小説の冒頭は、クリントンがモニカ・ルインスキー事件で弾劾裁判にかけられたときのことを思い出させる。この部分には、彼が感じたに違いない共和党やメディアに対する苦々しい心情がにじみ出ている。行間からは「共和党がやったことがどんなに愚かなことか、わかってくれ」というクリントンの思いが読みとれる。

また、ダンカン政権では、FBI長官、副大統領、大統領首席補佐官という主要な地位にあるのが女性であり、この世界ではイスラエル首相も2人の腕利き暗殺者も女性である。ビル・クリントン自身が女性を多く起用した初めての大統領として知られていたが、オバマ大統領に惚れ込んだ若い世代はそれを知らない。クリントンは、自分が女性起用のチャンピオン的存在だったことをこの本で読者に思い出させようとしているのかもしれない。

これらの部分を含め、ダンカンは、あまりにも理想的な大統領なのだ。自分の安全よりアメリカを優先し、病死した妻のことを想い続けてデートすらしない。クリントンがダンカンに自己投影をしているのは明らかなのに、その人物が理想的すぎて、読んでいるこちらが、少し赤面してしまうところもある。

最後の部分でダンカンが蛇足としか言えないようなスピーチをするが、それも、現役の大統領時代に非常に人気が高かった自分のイメージを復活させようとしているように感じてしまった。

ダンカンが妻と出会ったときのエピソードは、ビル・クリントンがヒラリーと会ったときの実話によく似ていて微笑ましいのだが、小説の中ではその最愛の妻は病死している。

ミステリーも良く読むヒラリーは、創作中にこの小説を読んでアドバイスもしたようだ。しかし、フィクションの中で殺されたことや、死んだ後も妻だけを愛しているダンカンについては複雑な思いを抱いたのではないかと想像する。
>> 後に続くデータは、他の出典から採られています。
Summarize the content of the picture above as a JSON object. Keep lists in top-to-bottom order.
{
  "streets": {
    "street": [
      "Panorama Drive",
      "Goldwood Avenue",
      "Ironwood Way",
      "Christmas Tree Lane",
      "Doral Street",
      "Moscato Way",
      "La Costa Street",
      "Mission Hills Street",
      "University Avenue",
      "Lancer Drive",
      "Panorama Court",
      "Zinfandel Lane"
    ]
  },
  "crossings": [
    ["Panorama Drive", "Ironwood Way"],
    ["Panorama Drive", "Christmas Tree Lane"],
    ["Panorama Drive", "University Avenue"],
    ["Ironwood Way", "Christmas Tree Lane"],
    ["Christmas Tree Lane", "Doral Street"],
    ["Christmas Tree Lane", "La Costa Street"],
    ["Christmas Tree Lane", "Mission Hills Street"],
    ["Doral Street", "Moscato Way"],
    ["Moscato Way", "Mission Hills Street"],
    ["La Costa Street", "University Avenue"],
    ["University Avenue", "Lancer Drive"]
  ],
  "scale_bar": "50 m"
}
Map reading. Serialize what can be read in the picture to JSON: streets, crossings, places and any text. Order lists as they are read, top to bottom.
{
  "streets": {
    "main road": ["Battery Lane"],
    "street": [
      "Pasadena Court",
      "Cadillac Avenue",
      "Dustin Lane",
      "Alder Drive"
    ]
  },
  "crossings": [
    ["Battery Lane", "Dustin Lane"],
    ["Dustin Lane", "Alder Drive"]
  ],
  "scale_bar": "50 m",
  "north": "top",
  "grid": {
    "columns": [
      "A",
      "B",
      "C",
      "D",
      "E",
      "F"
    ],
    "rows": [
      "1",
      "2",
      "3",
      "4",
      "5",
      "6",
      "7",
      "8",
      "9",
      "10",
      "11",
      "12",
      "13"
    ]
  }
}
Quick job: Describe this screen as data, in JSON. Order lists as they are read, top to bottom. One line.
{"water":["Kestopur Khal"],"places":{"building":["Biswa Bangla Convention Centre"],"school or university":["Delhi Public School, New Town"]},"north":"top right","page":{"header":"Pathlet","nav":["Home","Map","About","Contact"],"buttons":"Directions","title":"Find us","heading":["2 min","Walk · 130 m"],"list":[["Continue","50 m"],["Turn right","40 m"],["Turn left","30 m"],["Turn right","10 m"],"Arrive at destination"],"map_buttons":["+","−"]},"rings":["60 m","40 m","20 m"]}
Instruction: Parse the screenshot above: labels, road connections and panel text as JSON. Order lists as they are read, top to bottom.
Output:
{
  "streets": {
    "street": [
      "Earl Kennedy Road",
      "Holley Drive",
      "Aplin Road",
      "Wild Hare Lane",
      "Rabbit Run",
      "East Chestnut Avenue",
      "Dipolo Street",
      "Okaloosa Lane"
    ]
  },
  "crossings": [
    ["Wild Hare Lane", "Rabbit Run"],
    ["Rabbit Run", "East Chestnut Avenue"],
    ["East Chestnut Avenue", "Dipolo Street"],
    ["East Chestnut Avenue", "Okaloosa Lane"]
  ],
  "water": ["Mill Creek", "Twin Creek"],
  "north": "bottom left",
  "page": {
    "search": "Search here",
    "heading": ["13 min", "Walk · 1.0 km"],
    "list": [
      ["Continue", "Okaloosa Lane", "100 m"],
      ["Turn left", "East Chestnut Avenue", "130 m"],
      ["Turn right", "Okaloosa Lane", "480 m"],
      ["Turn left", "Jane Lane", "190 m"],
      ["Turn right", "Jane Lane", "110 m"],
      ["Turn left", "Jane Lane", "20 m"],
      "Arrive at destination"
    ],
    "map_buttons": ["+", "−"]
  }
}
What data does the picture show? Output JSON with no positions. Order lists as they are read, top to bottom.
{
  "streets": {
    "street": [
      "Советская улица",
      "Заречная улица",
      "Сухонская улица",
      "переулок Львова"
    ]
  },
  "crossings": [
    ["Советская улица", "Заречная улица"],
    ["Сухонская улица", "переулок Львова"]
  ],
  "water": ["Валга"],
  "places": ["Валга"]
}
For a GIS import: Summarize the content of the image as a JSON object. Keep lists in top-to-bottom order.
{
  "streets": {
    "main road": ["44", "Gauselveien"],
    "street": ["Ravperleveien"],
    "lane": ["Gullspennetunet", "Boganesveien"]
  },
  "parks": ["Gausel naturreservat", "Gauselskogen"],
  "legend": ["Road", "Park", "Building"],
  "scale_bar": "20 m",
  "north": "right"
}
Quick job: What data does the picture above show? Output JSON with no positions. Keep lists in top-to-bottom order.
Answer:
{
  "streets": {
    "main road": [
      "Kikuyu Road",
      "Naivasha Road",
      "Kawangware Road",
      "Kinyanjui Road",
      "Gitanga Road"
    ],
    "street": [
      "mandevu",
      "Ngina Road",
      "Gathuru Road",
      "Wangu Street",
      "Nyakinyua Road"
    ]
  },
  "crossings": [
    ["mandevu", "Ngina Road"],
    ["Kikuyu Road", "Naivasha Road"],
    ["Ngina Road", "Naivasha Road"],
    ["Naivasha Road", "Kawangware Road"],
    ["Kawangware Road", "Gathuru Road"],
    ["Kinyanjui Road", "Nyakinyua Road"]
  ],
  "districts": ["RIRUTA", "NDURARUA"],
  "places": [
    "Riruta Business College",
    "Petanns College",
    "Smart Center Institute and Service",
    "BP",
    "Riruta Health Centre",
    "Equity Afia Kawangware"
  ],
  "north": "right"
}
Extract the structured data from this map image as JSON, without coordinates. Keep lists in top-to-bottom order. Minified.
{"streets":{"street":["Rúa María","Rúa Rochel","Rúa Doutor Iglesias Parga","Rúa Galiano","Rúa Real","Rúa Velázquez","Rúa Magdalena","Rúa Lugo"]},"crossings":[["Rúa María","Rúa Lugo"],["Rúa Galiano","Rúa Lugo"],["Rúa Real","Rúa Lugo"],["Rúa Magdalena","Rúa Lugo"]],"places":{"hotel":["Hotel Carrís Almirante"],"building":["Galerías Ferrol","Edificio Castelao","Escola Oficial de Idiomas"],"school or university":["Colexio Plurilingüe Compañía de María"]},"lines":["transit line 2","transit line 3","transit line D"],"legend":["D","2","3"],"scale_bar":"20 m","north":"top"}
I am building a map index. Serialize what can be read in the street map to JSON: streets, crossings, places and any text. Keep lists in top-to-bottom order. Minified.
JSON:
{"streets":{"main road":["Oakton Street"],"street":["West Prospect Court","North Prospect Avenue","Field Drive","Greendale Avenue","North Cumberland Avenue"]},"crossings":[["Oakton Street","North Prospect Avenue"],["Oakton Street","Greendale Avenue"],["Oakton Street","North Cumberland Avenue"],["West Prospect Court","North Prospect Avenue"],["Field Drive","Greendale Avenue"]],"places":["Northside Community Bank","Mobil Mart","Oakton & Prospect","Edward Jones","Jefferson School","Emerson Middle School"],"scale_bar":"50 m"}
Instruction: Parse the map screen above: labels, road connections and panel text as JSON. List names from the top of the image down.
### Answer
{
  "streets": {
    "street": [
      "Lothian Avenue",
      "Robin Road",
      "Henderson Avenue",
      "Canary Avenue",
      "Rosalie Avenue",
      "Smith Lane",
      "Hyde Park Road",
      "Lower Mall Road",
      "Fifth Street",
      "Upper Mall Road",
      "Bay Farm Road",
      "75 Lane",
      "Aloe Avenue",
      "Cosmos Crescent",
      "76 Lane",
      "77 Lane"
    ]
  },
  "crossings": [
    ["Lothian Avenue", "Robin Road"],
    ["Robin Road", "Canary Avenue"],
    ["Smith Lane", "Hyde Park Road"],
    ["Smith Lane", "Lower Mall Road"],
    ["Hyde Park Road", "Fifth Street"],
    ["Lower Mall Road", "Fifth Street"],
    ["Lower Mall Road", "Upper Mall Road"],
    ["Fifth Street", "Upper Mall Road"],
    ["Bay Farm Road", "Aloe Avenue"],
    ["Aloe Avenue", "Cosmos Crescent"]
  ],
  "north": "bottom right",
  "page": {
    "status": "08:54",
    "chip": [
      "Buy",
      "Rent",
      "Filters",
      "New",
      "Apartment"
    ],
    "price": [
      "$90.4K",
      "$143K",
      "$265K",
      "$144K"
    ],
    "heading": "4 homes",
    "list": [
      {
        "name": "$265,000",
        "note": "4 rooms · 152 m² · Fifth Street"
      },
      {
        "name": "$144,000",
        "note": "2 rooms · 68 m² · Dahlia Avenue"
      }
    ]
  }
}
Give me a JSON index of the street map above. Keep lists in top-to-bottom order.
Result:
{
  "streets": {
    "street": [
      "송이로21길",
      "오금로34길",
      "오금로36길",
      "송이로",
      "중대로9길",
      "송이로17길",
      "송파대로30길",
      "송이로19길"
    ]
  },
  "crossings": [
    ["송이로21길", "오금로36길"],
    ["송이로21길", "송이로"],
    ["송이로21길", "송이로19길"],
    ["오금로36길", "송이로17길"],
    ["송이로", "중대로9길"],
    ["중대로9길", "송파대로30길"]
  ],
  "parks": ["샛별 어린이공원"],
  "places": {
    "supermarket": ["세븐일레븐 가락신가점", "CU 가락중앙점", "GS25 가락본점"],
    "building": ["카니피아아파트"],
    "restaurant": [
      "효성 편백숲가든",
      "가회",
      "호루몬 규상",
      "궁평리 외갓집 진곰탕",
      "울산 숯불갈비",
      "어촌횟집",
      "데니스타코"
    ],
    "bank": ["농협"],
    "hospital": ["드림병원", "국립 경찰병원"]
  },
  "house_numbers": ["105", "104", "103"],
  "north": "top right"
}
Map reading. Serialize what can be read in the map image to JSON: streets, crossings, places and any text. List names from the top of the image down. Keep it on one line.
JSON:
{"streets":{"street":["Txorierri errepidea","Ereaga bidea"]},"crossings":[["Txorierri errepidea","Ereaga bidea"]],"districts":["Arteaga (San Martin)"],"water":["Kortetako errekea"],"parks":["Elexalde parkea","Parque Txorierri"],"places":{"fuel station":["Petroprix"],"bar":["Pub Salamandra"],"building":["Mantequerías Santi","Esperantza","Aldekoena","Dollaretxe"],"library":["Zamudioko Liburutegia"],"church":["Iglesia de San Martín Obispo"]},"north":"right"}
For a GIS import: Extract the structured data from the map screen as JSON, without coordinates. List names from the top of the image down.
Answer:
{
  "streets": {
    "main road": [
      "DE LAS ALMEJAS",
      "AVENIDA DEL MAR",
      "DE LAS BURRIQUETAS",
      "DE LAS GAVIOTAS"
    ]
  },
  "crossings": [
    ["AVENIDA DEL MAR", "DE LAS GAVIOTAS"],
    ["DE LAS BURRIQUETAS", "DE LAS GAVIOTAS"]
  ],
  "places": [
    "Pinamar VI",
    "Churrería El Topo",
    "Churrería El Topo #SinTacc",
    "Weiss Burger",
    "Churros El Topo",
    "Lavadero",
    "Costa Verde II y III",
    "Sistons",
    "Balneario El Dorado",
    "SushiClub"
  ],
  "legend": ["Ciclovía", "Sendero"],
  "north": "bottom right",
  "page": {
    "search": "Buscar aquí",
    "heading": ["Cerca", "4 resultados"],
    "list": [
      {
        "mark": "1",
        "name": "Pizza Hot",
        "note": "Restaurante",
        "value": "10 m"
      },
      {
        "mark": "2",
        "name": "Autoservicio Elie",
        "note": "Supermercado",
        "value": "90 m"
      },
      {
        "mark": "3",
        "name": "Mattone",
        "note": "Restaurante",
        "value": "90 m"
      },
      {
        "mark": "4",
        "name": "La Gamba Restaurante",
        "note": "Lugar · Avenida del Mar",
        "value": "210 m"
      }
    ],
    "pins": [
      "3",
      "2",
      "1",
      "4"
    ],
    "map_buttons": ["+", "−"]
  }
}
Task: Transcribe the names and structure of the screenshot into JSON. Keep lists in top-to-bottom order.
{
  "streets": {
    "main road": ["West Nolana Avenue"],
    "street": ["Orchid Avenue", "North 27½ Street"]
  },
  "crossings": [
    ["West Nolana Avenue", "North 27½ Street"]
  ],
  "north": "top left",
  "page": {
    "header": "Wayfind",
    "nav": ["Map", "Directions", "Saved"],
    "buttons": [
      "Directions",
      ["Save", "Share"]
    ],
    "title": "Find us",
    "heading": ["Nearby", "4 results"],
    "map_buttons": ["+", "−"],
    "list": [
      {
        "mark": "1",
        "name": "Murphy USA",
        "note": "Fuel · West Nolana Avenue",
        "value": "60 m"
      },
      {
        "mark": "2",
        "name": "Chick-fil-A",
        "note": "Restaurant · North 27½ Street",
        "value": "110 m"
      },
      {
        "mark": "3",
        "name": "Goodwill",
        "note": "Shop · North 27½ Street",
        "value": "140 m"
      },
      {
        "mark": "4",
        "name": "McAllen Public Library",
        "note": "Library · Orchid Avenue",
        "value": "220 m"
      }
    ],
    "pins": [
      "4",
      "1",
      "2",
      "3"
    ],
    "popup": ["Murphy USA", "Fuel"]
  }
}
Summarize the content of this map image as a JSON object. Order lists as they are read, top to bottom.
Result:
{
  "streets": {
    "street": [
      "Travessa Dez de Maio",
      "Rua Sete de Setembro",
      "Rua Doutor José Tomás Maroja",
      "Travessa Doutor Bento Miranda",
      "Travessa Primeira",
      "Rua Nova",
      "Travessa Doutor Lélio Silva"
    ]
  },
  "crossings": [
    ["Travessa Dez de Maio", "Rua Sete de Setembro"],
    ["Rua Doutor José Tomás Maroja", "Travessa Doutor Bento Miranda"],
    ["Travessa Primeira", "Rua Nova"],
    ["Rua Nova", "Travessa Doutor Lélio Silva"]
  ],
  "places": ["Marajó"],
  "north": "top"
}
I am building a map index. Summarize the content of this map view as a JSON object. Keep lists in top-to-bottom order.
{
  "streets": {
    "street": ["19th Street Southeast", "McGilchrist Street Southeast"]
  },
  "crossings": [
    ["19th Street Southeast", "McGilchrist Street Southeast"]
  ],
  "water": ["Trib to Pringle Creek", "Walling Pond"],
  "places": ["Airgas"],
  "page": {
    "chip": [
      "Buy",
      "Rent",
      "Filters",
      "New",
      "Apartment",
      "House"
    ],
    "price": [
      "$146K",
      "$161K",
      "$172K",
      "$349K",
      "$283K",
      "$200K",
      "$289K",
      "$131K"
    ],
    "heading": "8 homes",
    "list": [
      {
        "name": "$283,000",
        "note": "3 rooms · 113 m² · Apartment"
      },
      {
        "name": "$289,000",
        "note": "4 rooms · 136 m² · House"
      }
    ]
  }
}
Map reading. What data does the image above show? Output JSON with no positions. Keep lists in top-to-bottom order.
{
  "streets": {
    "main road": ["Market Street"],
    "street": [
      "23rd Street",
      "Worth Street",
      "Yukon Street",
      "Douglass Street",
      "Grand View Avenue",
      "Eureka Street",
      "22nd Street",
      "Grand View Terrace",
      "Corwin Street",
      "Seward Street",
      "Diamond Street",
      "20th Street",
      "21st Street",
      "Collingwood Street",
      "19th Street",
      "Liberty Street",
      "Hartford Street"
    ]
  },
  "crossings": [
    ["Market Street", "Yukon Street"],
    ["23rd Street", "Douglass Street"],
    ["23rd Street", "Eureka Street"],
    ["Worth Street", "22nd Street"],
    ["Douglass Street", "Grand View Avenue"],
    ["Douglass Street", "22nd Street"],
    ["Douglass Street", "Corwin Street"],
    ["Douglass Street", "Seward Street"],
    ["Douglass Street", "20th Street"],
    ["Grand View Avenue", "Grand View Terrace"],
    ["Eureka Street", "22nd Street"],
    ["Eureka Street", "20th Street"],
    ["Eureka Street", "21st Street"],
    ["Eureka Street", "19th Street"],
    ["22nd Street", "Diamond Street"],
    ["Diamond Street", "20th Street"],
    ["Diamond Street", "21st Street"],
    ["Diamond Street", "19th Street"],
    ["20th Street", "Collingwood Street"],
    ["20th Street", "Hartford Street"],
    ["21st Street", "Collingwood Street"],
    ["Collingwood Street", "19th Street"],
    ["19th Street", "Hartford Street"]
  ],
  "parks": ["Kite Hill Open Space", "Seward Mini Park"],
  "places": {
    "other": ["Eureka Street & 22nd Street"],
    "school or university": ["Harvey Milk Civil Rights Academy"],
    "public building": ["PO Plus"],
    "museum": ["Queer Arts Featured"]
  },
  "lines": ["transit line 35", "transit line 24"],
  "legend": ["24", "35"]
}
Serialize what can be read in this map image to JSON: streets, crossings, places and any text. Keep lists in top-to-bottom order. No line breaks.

今度はヒラリーにコメディタッチの小説を書いてもらいたい。その中でフィクションのビルがどう扱われるか、とても興味があるので。

2 thoughts on “ビル・クリントン元大統領と超ベストセラー作家が共著した、全米No. 1ベストセラーの政治スリラー The President Is Missing

  1. 三週間ほどかかって読了しました。
    全体が短めで章立てが細かいのが彼のスタイルで、劇画の場面変化を楽しむように読めるので、結構楽しんで読んでいます。サンフランシスコを舞台に四人の女性が犯罪捜査に活躍するWomen’s Murder Clubシリーズなど、何と浅い小説なんだろうと思いながら、新刊が出るとつい買ってしまうのです。

    この小説は長さもあり、英語学習者にとっては他のパタースンよりは読み応えがありました。民主党寄りの主人公ですが、最後のスピーチで銃規制や環境(気候)問題や移民や女性活躍について熱く語り、これが往年のクリントン大統領そのもので、笑ってしまいました。おとぎ話と思って力を抜いて読むとなかなか楽しい小説でした。

    1. wkempffさん
      ほんとそうですよね。
      私はパタースン苦手なので読まないのですが、これはビル・クリントンがけっこう口を出している感じで、そのあたりが特に面白かったですよね。